«L’UGL si è sempre dichiarata contraria all’introduzione di un salario minimo legale sia per la centralità assegnata alla contrattazione rispetto all’intervento del legislatore, quindi per rivendicare l’autonomia negoziale delle parti, sia perché un salario minimo legale non è la soluzione al fenomeno del lavoro povero. Ciò che serve è semmai un rafforzamento della contrattazione collettiva».
Lo ha dichiarato Luca Malcotti, Segretario Organizzativo dell’UGL, oggi in audizione in commissione Lavoro e Affari sociali del Senato in merito al ddl di delega del Governo in materia di salario minimo adottato come testo base dalla 10° Commissione di Palazzo Madama.
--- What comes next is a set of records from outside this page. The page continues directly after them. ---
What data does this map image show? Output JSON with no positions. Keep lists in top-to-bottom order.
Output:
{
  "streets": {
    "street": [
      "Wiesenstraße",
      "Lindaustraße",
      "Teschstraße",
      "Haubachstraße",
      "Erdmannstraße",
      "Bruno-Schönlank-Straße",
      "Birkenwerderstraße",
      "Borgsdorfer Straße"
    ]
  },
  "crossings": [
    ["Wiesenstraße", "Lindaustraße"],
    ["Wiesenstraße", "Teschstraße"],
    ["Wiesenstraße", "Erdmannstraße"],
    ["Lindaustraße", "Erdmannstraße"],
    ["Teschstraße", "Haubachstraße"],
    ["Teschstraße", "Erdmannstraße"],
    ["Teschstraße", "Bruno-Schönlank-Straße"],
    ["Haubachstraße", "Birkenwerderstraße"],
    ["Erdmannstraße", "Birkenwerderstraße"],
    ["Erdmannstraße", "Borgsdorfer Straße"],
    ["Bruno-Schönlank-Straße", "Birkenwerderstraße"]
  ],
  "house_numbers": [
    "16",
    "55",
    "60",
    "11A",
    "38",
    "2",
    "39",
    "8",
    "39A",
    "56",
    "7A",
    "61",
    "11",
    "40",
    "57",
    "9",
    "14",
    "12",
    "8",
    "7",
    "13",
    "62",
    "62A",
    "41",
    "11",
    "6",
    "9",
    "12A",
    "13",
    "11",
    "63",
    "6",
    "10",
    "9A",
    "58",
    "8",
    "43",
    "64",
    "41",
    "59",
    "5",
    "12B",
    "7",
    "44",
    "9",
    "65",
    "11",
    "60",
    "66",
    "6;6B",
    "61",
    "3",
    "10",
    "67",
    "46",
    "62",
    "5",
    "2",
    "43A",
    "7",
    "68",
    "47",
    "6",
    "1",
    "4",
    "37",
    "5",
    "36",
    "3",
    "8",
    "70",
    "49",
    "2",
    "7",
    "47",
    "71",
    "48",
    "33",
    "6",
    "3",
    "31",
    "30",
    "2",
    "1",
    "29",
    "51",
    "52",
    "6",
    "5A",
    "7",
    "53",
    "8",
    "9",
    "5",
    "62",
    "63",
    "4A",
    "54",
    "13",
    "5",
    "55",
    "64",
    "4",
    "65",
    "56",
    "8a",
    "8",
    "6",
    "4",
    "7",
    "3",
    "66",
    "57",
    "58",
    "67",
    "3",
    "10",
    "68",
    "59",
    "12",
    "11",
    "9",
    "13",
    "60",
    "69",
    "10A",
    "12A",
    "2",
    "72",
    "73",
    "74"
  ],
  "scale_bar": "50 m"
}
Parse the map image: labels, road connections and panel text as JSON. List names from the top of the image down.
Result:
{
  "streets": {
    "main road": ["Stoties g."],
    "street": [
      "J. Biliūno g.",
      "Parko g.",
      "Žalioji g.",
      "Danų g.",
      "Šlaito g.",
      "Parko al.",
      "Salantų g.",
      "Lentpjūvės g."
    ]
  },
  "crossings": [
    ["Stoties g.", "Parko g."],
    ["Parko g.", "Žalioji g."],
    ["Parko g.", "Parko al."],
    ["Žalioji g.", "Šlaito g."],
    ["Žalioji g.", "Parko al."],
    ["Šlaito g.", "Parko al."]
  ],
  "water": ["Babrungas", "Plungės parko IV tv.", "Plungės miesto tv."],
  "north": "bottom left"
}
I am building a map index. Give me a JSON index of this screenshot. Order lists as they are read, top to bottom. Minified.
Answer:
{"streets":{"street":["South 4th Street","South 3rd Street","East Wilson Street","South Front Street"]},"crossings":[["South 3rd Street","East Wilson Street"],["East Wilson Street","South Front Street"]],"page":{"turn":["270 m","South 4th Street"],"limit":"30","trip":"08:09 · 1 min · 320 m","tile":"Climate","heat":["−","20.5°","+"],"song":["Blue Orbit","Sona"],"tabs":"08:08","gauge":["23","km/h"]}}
«I numeri sui lavoratori non coperti da contrattazione sono inesistenti. Il Cnel ha fissato in circa il 3% il numero di lavoratori non coperti da contrattazione. Noi riteniamo che anche il 3% sia frutto di un disallineamento delle banche dati, perché, almeno per i lavoratori dipendenti, al momento di un’assunzione vi è l’obbligo per il datore di lavoro di indicare un contratto collettivo di lavoro. Non esiste il fenomeno delle assunzioni senza un contratto collettivo di riferimento».
Inoltre, «visto che l’obiettivo di introdurre un salario legale è quello di contrastare il lavoro povero, andrebbe fatta chiarezza: il dumping contrattuale esiste in Italia e va combattuto, ma ha un peso rispetto al lavoro povero assolutamente contenuto. Lo dimostrano i dati: abbiamo 1.017 contratti collettivi depositati. La maggior parte di essi sono censiti e vengono applicati a oltre 14 milioni di lavoratori». «La verità è che il fenomeno dei contratti indiziati di dumping riguarda più o meno 350 mila lavoratori e sappiamo tutti che il grosso del dumping sta in 6 contratti collettivi applicati a 230 mila lavoratori. Se avessimo un tema di lavoro povero che riguarda 300 mila lavoratori saremmo qui a festeggiare. Il lavoro povero risiede nel lavoro nero, nel lavoro grigio, nei part-time involontari, nelle partite Iva o nei rapporti subordinati travestiti da collaborazioni: tutti temi che non verrebbero intaccati da una norma sul salario minimo».
Infine, ma non ultimo «vi è la preoccupazione che con un salario minimo si produca un effetto opposto a quello voluto, perché un’azienda che non ha un contratto collettivo di riferimento può utilizzare il salario minimo, con il ragionevole rischio che delle aziende possano decidere di uscire dalla contrattazione collettiva. A quei lavoratori resterebbero soltanto il salario minimo e gli istituti tutelati dalla legge (tredicesima, festività, malattia), ma non tutta una serie di altri istituti previsti dai contratti collettivi che comportano diritti», ha concluso Malcotti.